Circonstance : Examen au Sénat en deuxième lecture de la proposition de loi visant à protéger le groupe Électricité de France d'un démembrement

Texte intégral

Madame la Présidente,
Mesdames et Messieurs les sénateurs,
Monsieur le Président, Madame la Rapporteure générale,


Il n'a jamais été question de démembrement d'EDF. Donc, nous allons examiner cette proposition de loi contre le démembrement d'EDF. Et je veux rassurer tout le monde, ici et au-delà de cet hémicycle, tous nos compatriotes, aucun démembrement d'EDF n'est prévu.

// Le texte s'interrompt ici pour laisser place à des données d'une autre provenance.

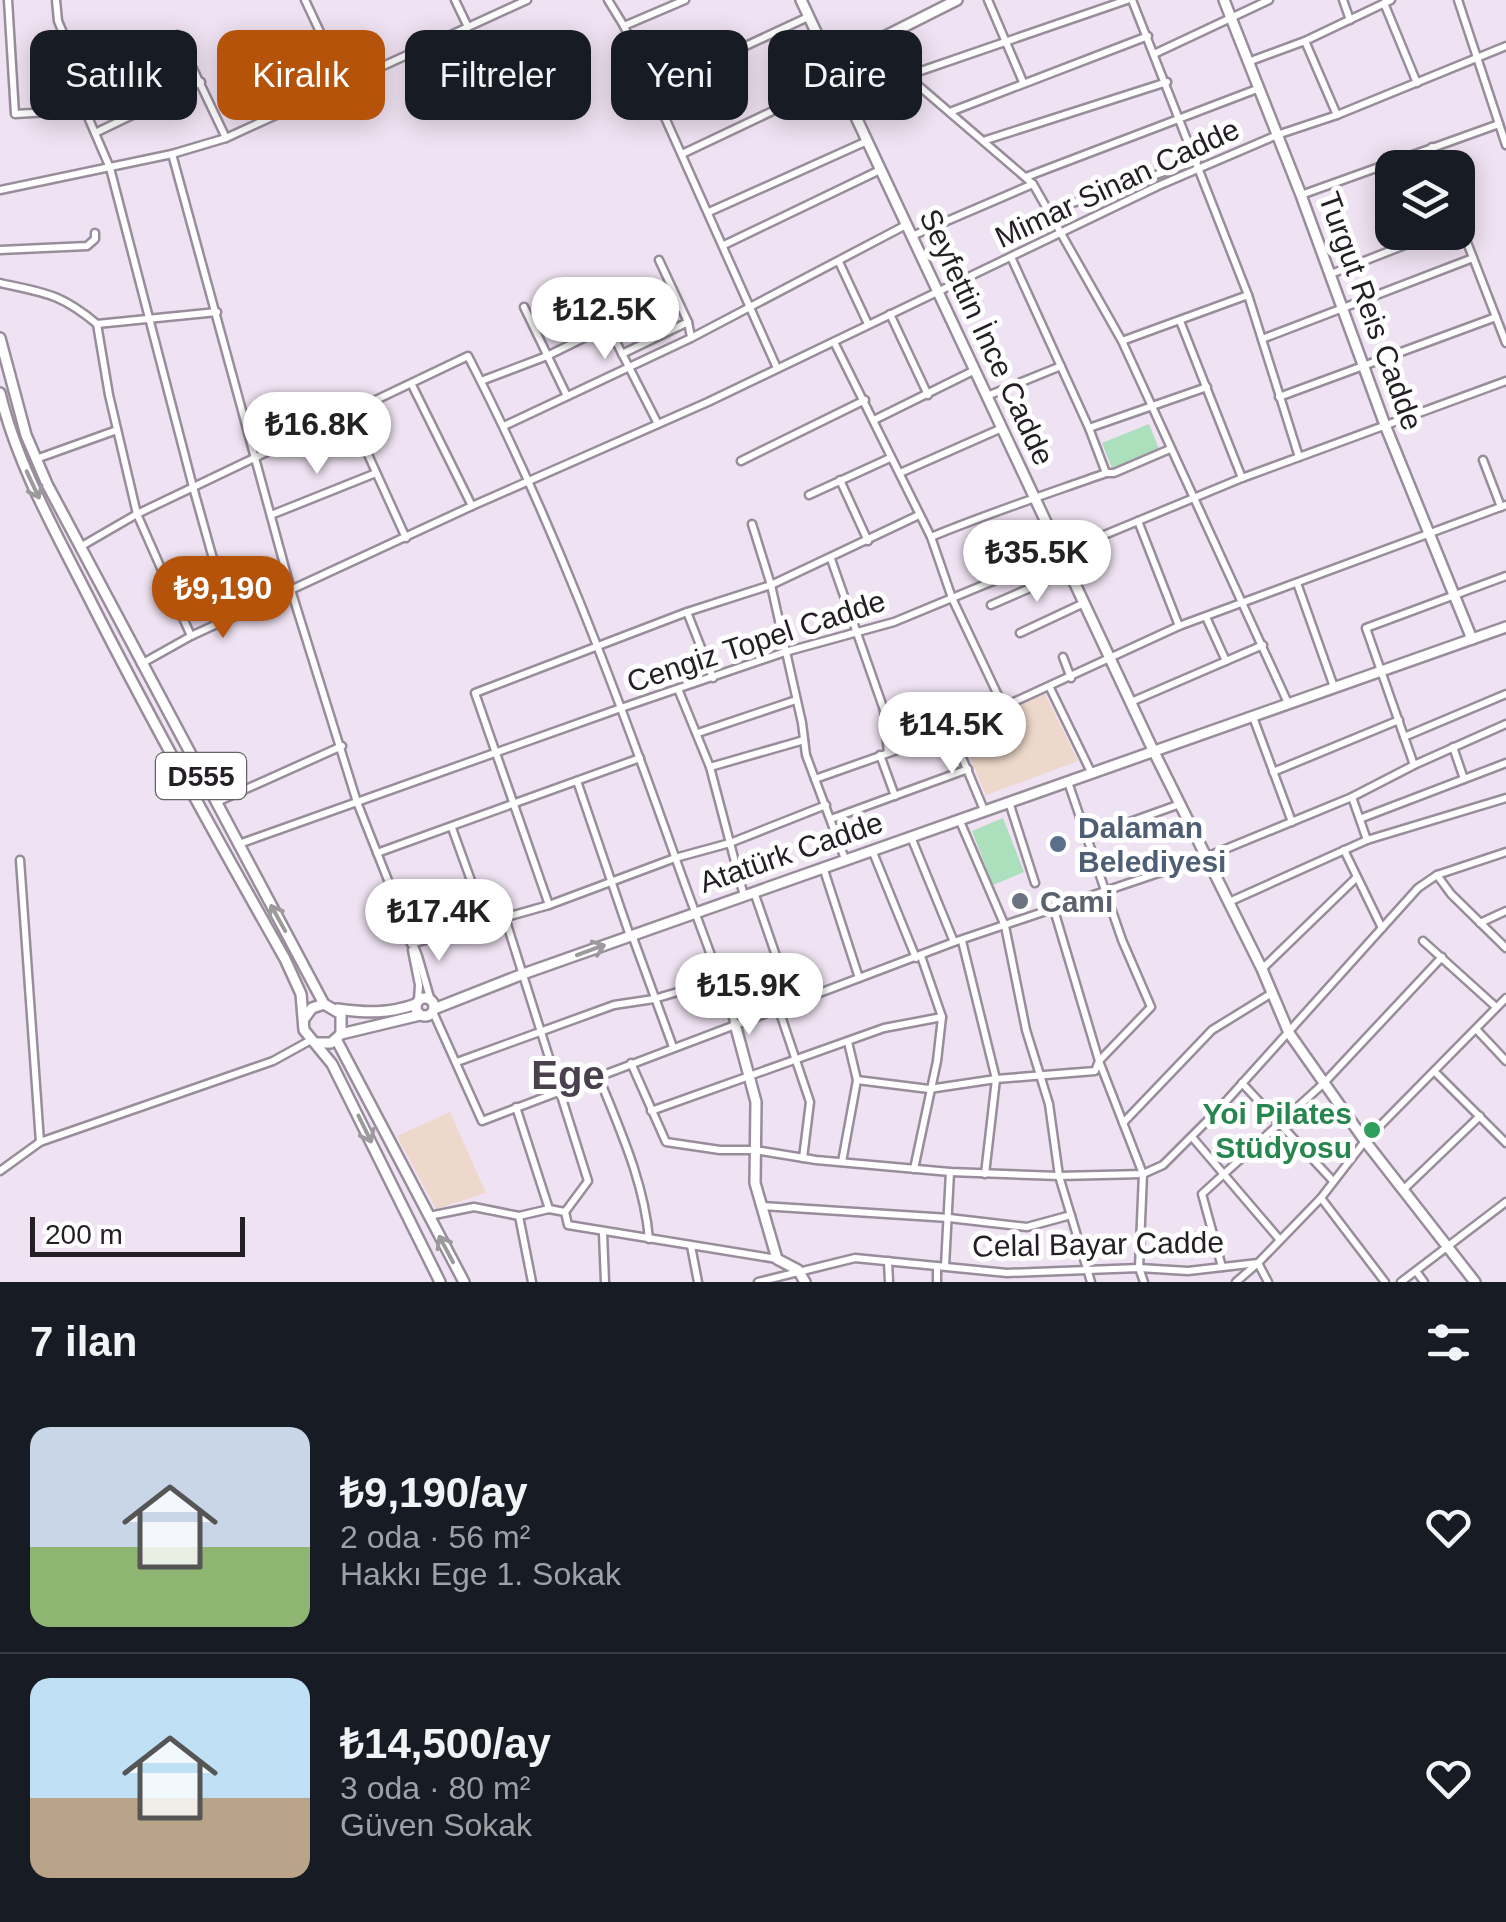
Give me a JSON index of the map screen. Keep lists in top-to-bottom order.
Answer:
{
  "streets": {
    "main road": [
      "Turgut Reis Cadde",
      "Seyfettin İnce Cadde",
      "D555",
      "Atatürk Cadde"
    ],
    "street": ["Mimar Sinan Cadde", "Cengiz Topel Cadde", "Celal Bayar Cadde"]
  },
  "crossings": [
    ["Mimar Sinan Cadde", "Turgut Reis Cadde"],
    ["Mimar Sinan Cadde", "Seyfettin İnce Cadde"],
    ["Mimar Sinan Cadde", "D555"],
    ["Turgut Reis Cadde", "Cengiz Topel Cadde"],
    ["Turgut Reis Cadde", "Atatürk Cadde"],
    ["Seyfettin İnce Cadde", "Cengiz Topel Cadde"],
    ["Seyfettin İnce Cadde", "Atatürk Cadde"],
    ["Seyfettin İnce Cadde", "Celal Bayar Cadde"],
    ["Cengiz Topel Cadde", "D555"]
  ],
  "districts": ["Ege"],
  "places": ["Dalaman Belediyesi", "Cami", "Yoi Pilates Stüdyosu"],
  "scale_bar": "200 m",
  "page": {
    "chip": [
      "Satılık",
      "Kiralık",
      "Filtreler",
      "Yeni",
      "Daire"
    ],
    "price": [
      "₺12.5K",
      "₺16.8K",
      "₺35.5K",
      "₺9,190",
      "₺14.5K",
      "₺17.4K",
      "₺15.9K"
    ],
    "scale": "200 m",
    "heading": "7 ilan",
    "list": [
      {
        "name": "₺9,190/ay",
        "note": "2 oda · 56 m² · Hakkı Ege 1. Sokak"
      },
      {
        "name": "₺14,500/ay",
        "note": "3 oda · 80 m² · Güven Sokak"
      }
    ]
  }
}
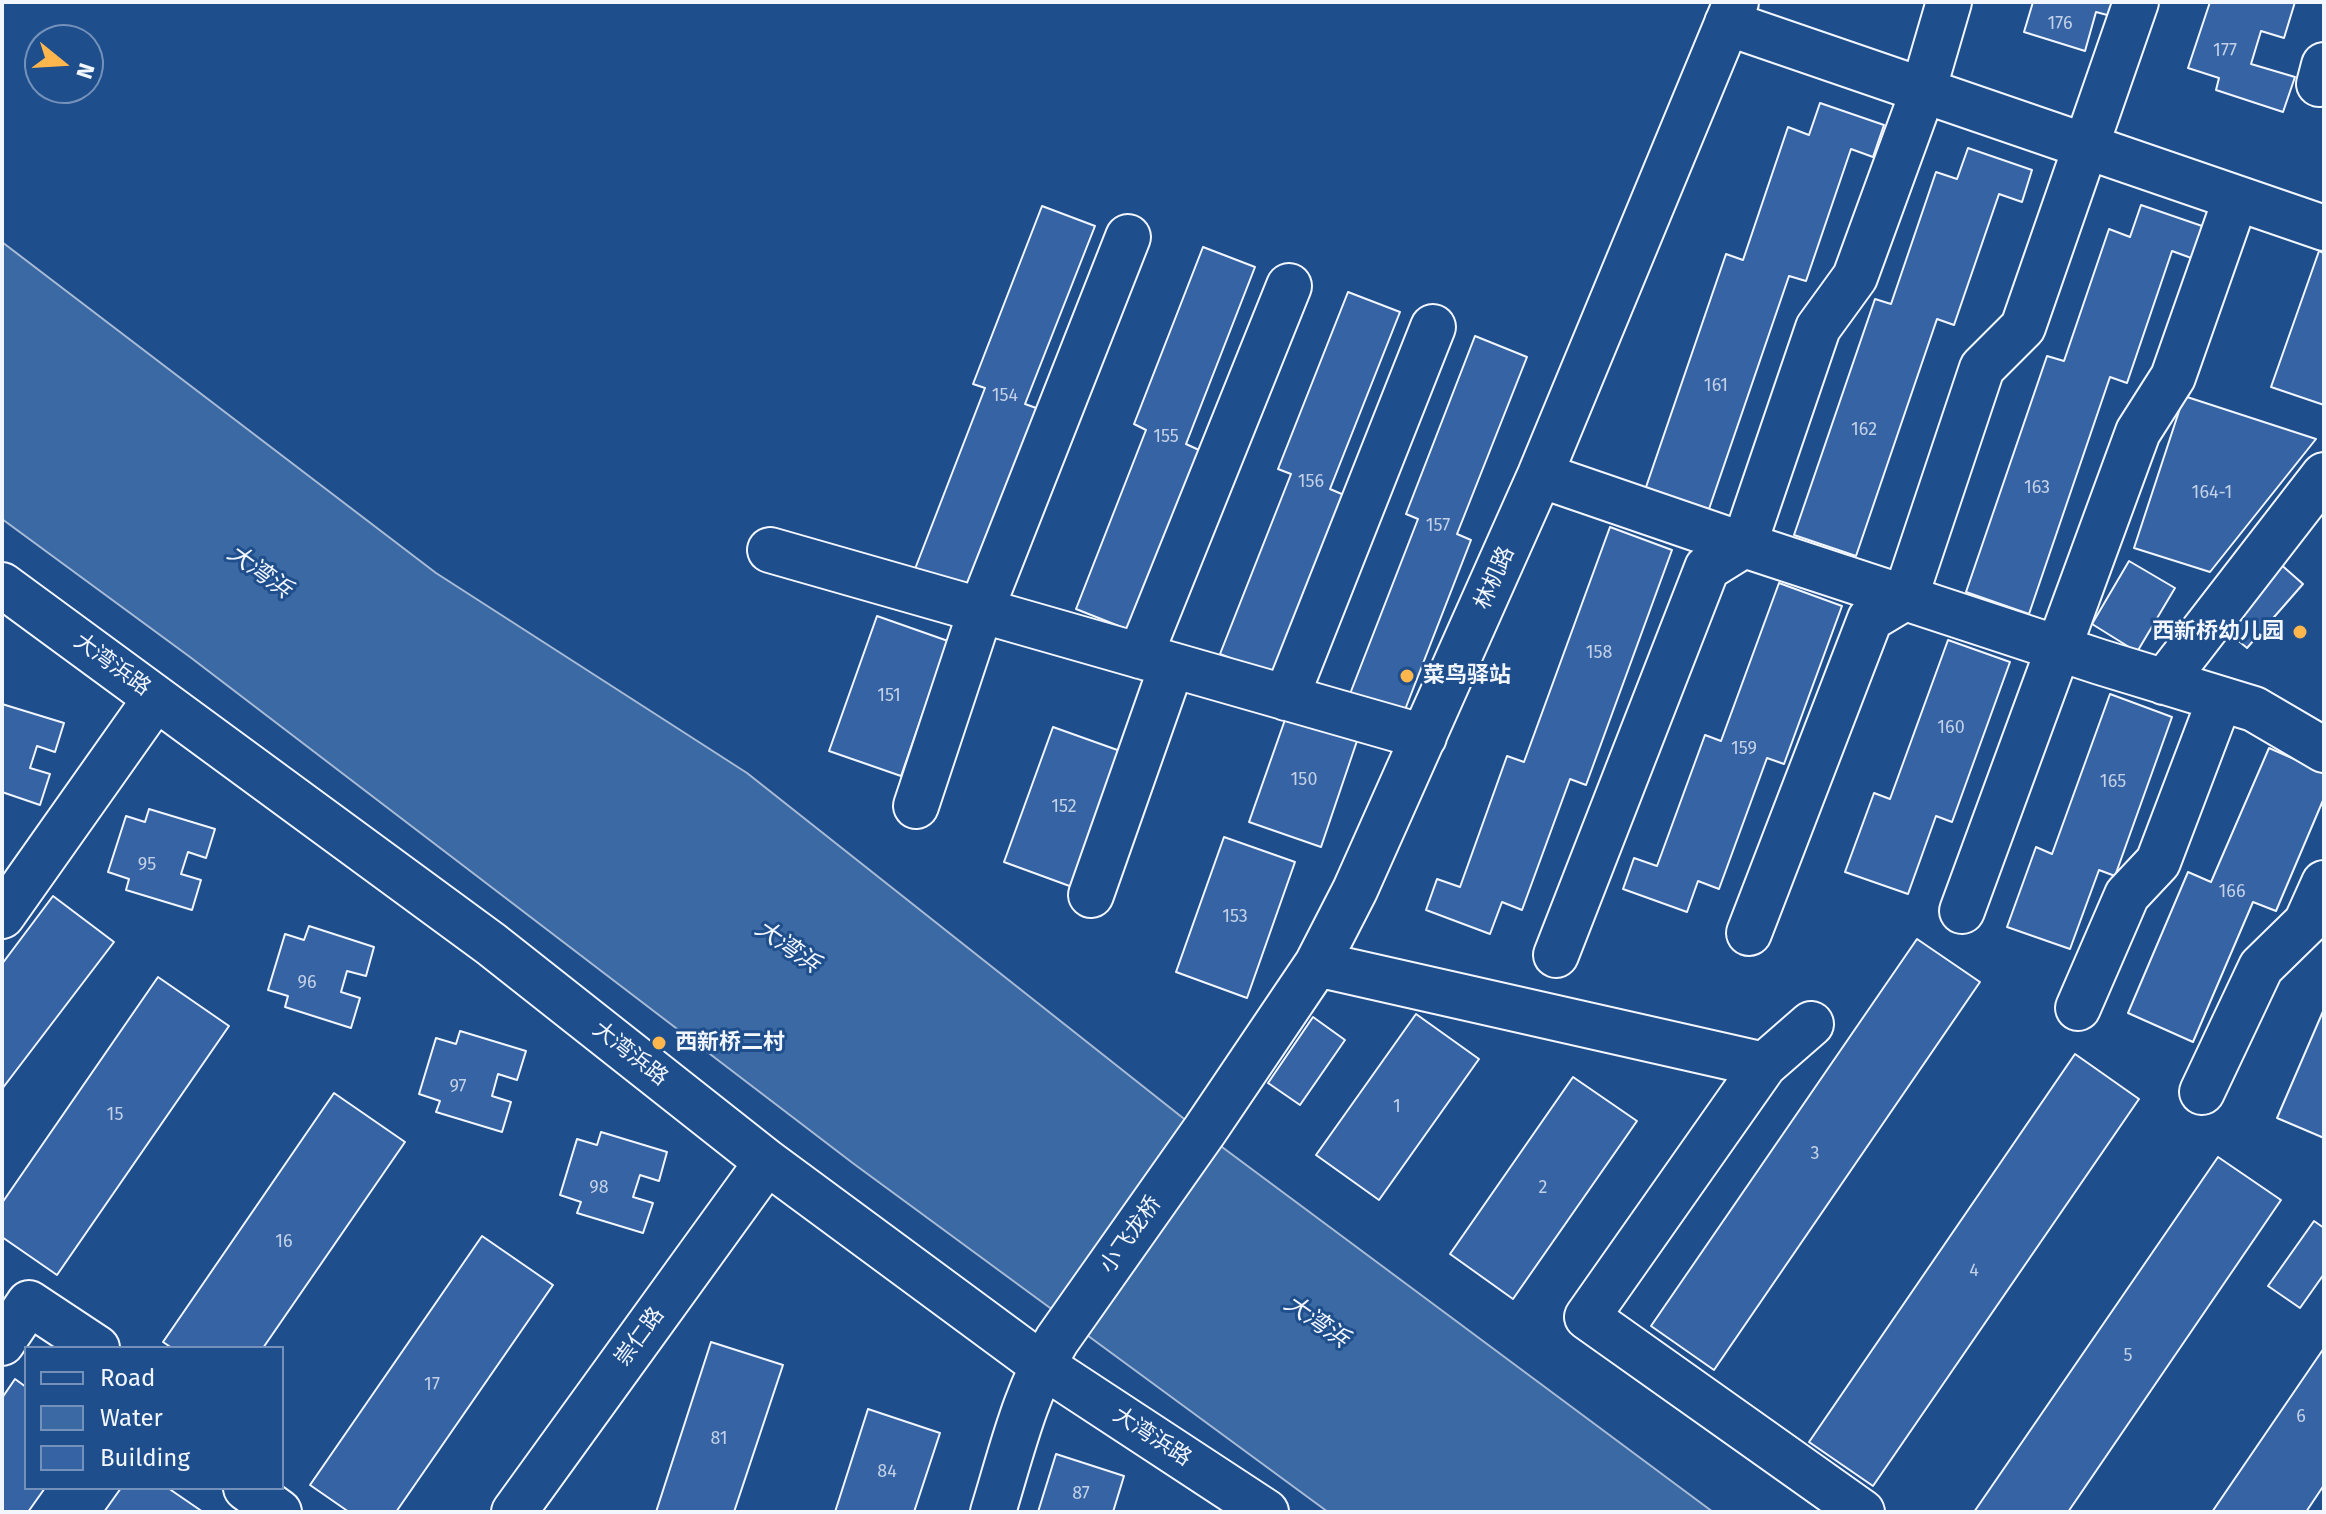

Nous avons définitivement abandonné le projet Hercule, qui suscitait des inquiétudes de la part des salariés d'EDF. Et nous avons pris, avec le président de la République, une décision radicale en prenant le contrôle de 100% d'EDF. Donc je crois que cela devrait suffire à rassurer tout le monde ici. Cette décision radicale nous donne les mains libres pour conduire une politique énergétique ambitieuse pour la nation française et pour EDF.

J'ai eu l'occasion, lors de mon premier déplacement comme ministre de l'Énergie, de me rendre sur le site de Gravelines, centrale nucléaire la plus importante d'Europe, pour dire aux salariés de Gravelines et à travers eux, à tous les salariés d'EDF, que j'étais le garant de l'unité d'EDF, de cette grande entreprise française dont dépend une grande partie de notre avenir. Alors, je profite simplement de cet échange pour répondre à 3 questions essentielles au moment où je prends mes fonctions de ministre de l'Énergie. Que voulons-nous pour EDF ? Que voulons-nous pour la nation ? Et que voulons-nous pour les Français ?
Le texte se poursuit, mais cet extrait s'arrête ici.